First, on Julian's and Chris' comments about the rules governing the use of force and doctrines of interpretation: the problem for both sides is that the rules only really worked for a short period of time in the 1990s. At the time, it looked as though the end of the Cold War would bring about a Security Council that would more or less operate as originally intended by the drafters of the Charter. Today it looks more like a historical window that opened and is now, if not totally shut, only partially ajar. Reliance on these rules and doctrines of interpretation therefore becomes relatively meaningless when divorced from the liberal principles underlying the international system. This is precisely why I raised the issue of legitimacy in my earlier post on a NATO force for Darfur. I agree with Seth Weinberger's comment to Julian's post that question of legitimacy lies at the center of the multilateral rules governing the use of force, and should be at the heart of any discussion of how to revise or revamp the rules. The interplay between law and legitimacy is interesting in this context: 1) the rules themselves confer a kind of legitimacy (i.e. collective security through cooperative decision-making as a reflection of international liberalism); and 2) the use of force itself as an attempt to enforce liberal values (e.g., human dignity and security).

Because it was a case in which these two points conflicted, Kosovo was a challenge to a central orthodoxy in international law about the non-use of force except in self-defense. As Chris pointed out, plenty of international law scholars did and still do denounce Kosovo as an illegal intervention (in addition to Tom Franck, see, e.g., Mary Ellen O'Connell, The UN, NATO, and International Law, After Kosovo, Human Rights Quarterly 22, 2000). But Kosovo forced the UN and the international community to grapple with the fact that the UN mechanism created to enforce the rules may have been, gasp, an impediment to preserving and defending the very values for which it was created. The use of NATO is one way to carry out a collective use of force through an organization that is based on the same principles as the UN, save one: universal membership. (Indeed, the North Atlantic Treaty borrowed language on collective security almost wholesale from the UN Charter.) It is one reason why I support the use of NATO in Afghanistan and would support in Darfur.

Second, Julian hasn't been paying enough attention when he asks "do you know anyone who wanted to go to war in Iraq but thought it was illegal, or opposed the war but thought it was legal? I don't." As one astute anonymous comment noted, one of the architects of the current Iraq war, Richard Perle, famously stated on the record that the war was illegal. (See the uproar his statement caused in the UK here). And the tone had certainly been set by the Bush's statement that he didn't need a "permission slip" to defend US interests. Attempts within the Bush administration at expressing legal justification for the war -- based on either the emerging doctrine of pre-emptive war or on past UN Security Council resolutions -- were clearly post hoc and (as Kevin Heller points out in his comment) shifted as the facts and political justifications changed over time. Ironically, these attempts to provide legal justifications put the administration where I don't think it wanted to be (certainly not where Perle thought they should be) -- arguing over doctrinal rules governing Security Council resolutions.

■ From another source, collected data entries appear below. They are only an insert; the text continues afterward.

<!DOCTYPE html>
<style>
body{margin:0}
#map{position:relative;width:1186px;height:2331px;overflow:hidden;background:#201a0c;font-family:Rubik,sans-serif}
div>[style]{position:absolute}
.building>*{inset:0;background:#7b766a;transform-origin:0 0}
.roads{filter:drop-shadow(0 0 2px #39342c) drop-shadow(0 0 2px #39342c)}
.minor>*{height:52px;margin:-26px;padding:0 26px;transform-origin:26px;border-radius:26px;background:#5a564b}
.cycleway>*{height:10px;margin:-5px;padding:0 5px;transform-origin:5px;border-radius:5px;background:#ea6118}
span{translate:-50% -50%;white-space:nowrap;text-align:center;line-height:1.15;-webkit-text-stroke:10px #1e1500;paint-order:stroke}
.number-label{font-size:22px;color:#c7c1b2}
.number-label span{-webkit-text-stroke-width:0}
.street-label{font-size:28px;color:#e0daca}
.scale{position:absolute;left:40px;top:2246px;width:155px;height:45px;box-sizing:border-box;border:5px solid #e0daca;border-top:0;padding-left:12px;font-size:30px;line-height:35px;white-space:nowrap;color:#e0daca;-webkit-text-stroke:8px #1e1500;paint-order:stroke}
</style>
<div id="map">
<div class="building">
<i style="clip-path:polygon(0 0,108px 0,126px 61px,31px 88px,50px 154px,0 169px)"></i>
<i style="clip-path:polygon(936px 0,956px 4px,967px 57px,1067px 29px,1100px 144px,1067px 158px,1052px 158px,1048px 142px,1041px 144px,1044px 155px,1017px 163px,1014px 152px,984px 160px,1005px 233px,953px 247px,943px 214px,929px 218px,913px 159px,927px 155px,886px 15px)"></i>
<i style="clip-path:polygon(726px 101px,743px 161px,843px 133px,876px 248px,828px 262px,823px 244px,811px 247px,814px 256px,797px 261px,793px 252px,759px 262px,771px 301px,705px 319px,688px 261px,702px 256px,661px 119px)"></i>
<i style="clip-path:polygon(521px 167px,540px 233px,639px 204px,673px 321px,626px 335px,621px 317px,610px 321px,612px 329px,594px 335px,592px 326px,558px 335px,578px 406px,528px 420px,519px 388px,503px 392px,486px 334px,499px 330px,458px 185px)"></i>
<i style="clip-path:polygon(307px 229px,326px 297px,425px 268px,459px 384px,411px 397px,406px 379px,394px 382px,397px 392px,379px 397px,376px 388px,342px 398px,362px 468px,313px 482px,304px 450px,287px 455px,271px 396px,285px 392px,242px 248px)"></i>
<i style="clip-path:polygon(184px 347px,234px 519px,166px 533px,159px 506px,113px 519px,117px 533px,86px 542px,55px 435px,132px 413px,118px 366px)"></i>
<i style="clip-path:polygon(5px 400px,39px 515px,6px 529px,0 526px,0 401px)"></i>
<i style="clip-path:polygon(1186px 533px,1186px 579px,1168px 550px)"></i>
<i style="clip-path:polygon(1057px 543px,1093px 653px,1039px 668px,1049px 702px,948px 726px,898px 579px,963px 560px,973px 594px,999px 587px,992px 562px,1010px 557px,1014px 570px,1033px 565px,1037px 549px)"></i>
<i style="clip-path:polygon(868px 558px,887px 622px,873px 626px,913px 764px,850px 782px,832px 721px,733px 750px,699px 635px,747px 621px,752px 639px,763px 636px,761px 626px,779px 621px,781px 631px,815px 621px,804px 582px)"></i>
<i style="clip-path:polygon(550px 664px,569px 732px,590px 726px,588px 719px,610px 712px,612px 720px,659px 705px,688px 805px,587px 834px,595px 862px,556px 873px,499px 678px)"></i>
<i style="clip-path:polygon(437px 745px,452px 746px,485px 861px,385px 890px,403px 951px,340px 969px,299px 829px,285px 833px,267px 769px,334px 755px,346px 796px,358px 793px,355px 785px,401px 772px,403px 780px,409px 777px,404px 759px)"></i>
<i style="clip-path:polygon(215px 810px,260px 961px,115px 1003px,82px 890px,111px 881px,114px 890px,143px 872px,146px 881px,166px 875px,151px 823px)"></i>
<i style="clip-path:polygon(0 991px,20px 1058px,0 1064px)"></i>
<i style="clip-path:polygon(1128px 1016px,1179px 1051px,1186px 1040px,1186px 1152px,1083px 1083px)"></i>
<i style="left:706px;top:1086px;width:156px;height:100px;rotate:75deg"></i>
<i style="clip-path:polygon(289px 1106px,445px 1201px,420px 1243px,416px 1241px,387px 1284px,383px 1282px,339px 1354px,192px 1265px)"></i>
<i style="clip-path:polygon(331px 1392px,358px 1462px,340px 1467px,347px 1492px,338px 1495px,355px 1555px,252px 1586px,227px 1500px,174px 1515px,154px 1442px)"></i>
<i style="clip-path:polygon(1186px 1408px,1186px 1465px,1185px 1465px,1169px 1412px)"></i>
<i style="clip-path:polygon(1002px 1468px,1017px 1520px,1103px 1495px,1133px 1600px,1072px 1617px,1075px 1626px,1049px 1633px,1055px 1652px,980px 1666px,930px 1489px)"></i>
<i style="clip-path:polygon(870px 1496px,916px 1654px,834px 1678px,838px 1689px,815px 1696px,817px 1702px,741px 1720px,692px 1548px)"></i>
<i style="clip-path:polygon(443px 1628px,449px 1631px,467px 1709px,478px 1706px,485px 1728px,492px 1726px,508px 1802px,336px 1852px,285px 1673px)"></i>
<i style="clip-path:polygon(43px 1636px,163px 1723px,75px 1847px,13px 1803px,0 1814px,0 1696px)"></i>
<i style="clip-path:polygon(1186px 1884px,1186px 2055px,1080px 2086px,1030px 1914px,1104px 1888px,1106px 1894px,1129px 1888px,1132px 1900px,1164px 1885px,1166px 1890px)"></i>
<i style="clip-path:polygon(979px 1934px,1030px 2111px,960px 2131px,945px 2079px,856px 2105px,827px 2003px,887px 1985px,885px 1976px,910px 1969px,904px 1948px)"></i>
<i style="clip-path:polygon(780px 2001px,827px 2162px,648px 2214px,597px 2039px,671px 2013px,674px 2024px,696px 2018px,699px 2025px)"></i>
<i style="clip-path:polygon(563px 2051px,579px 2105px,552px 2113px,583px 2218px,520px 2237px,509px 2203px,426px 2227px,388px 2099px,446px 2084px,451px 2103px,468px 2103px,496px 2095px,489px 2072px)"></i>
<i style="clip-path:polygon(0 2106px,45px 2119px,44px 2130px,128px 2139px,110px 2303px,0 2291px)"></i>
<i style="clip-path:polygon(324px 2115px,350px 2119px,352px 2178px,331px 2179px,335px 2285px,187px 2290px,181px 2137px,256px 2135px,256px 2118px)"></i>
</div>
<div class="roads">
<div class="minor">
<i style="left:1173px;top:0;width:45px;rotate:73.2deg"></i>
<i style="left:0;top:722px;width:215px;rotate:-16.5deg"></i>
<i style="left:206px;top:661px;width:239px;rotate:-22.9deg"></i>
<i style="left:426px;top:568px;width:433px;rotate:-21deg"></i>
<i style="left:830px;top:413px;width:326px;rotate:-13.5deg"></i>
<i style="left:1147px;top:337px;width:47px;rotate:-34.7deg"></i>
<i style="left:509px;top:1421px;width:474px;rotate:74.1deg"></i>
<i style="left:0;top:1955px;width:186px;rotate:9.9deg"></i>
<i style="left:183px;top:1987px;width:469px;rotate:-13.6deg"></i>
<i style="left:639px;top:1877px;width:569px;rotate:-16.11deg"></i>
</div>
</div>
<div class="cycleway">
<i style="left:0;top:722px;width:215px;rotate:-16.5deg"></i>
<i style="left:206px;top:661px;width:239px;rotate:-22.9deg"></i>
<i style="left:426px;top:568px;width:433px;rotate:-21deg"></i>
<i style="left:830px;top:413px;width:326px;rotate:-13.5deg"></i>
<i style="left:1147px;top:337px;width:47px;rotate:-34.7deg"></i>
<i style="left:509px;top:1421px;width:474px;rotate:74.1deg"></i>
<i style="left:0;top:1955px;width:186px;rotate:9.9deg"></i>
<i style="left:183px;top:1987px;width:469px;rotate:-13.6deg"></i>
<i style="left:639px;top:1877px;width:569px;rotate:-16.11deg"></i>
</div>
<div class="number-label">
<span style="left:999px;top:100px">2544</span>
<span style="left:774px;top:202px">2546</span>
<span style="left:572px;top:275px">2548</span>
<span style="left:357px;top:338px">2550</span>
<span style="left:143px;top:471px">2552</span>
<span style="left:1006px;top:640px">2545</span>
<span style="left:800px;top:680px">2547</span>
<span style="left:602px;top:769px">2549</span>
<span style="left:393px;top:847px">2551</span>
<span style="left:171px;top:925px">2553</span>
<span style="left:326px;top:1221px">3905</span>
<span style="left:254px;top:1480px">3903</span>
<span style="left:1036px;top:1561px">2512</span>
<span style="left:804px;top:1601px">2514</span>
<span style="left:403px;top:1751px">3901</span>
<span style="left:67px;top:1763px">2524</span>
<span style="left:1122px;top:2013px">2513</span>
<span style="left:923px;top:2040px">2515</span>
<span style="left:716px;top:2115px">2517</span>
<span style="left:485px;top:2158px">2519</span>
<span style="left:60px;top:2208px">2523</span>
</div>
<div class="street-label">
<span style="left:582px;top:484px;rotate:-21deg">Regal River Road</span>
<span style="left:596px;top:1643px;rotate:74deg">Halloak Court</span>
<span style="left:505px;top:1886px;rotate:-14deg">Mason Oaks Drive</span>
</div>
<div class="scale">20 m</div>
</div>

Julian raises an important point: the apparent irrelevancy of the international legality of the use of force in US political discourse -- including throughout the mainstream media -- and the centrality of it in European political discourse. Why does it not matter (to Democrats or Republicans) whether sending American troops into battle is unlawful in the eyes of the rest of the world? Why does it matter to Blair or Schroeder or Chiraq? I don't think it is simply a question of ICC jurisdiction, but rather goes to the relationship between countermajoritarian international law and democracy. In an early post here, I discussed Jed Rubenfeld's take on this issue, which I think gets it right. To grossly oversimplify his point: because of its history of nationalism Europe sees post-WWII international law as necessary to constrain majoritarian tendencies; the US sees post WWII international structures as a way of implementing majoritarian views. But this deep division on questions of international governance (with the exception of trade regulation) is the "elephant in the room" of US-European relations. And the elephant did not arrive when Bush was elected president; it has been there since the fall of the Berlin Wall. This is one reason why the Medellin case will be watched closely across the pond.

At our symposium on judging this weekend, Dan Farber made an observation about judging that applies equally to international law (certainly as reflected in a couple of the student comments posted in response to Julian's and Chris' posts). Most students, he noted, enter their first year of law school fascinated -- and comforted -- by the idea that the law is set of rules and exceptions that can be applied almost mechanically. They generally balk at the idea that two judges can look at the same set of rules and exceptions applied to the same set of facts and come up two different results. So they react in one of two ways: throw up their hand and conclude that all judging is either based on what the judge had for breakfast or raw political preference; or retreat into the rules and insist that their view of them is right. The hard slogging for us professors is getting them to the middle where principled decision making meets policy choices. As our discussion here shows, this is even more so when talking about the rules governing the use of force, which were always intended to meld law with politics.